The Thompson dataset also shows that among the MB signature genes in chromosome 17 are the genes (PSMD11 and PSMD12) for two proteasome subunits, located on 17q (17q11.2 and 17q24.2, respectively) (see Table 3; Fig. 1). Both genes code for components of the 19S regulatory particle of the proteasome, the proteins RPN6 and RPN5 respectively, both of which are required for assembly of the proteasome [37, 38]. These two genes PSMD11 and PSMD12 were significantly up-regulated in MB group C, and down-regulated in Group D (SHH group) (Table 3). Genes on 17q for additional proteasome subunits, not included in the Thompson supplemental table, comprise PSMC5 (which codes for Rpt6 (regulatory protease 6), a unit of the ATPase ring), PSMD3 (which codes for Rpn3 (proteasome regulatory particle lid subunit 3), a non-ATPase subunit of the proteasome lid) and PSMB3 (which codes for the core particle subunit β3) [39]. A gene, PSME3, which codes for the proteasome activator PA28γ is also located on 17q (17q21.31). Finally, the gene PSMC3IP, which interacts with proteasome subunit PSMC3, is located at 17q21.2 (Fig. 1). Therefore, it is likely that deletions and/or duplications of parts of chromosome 17 differentially influence the activity of the proteasome in the MB groups associated with chromosome 17 aberrations. Since the proteasome regulates the degradation of many proteins as well as the activity of many transcription factors, it is probable that variations in the expression of proteasome subunits contribute to the expression of many MB marker and MB driver genes.

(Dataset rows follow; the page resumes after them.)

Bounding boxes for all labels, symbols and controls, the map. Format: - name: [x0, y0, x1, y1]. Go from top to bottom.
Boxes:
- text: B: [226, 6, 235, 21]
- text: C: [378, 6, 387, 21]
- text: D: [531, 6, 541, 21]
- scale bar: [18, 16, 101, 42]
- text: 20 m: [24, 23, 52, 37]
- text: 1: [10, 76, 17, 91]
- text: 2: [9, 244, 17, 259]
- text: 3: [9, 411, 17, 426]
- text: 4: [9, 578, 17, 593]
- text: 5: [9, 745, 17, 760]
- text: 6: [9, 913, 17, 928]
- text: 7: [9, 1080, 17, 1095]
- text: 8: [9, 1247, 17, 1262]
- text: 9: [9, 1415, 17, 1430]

For comparison purposes we note that in Group B (the WNT group) the expression of the gene (PSMB1) for only the proteasome subunit, β6, was significantly down-regulated (Table 2), presumably due to monosomy of chromosome 6. The PSMB9 gene coding for subunit β6i, the β6 subunit found in the immunoproteasome, is also located on chromosome 6 [40]. The importance of chromosome 17 and chromosome 6 in predicting survival outcome has been shown by Pfister et al. [41] and recognized by other leaders in the field [42]. We discuss marker genes on 17p and 17q separately and list the Thompson signature genes on 17p and 17q in Tables 1 and 2.

Chromosome 17p and MB signature genes

One 17p gene, described as a MB driver gene, is the serine/threonine phosphatase, CTDNEP1 (C-terminal domain nuclear envelope phosphatase 1) (aka Dullard) [5]. It is located at cytogenetic region 17p13.1.

Recently microRNAs of chromosome 17 have been studied in relationship to MBs. Lopez-Ochoa et al. [43] reported that at least 19 genes encoding for miRNAs were localized to various bands of chromosome 17 in both the 17p and 17q arms. At least four of them were considered relevant to development and growth of MBs. Two of them, MIR3183 and MIR1253, are located at cytogenetic region 17p13.3.

Several tumor suppressor genes are located on the short arm of chromosome 17. The well-known suppressor gene, p53 (tumor protein p53) (aka TP53), is located on the short arm of 17 [44] at 17p13.1. Mutation of p53, however, occurs only in a small number of MBs [45]. Adesina et al. [45] and others [17, 18, 43] suggested that it is unlikely that p53 is the putative MB tumor suppressor gene at 17p13. Northcott et al. [5], however, list p53 as a driver gene for the WNT subgroup of MBs. Cogen et al. [18] suggested that there are loci on chromosome 17p, other than p53, which are involved in MB. The gene for the ubiquitin ligase and tumor suppressor RNF43 (ring finger protein 43) is also located in cytogenetic region 17p13.1.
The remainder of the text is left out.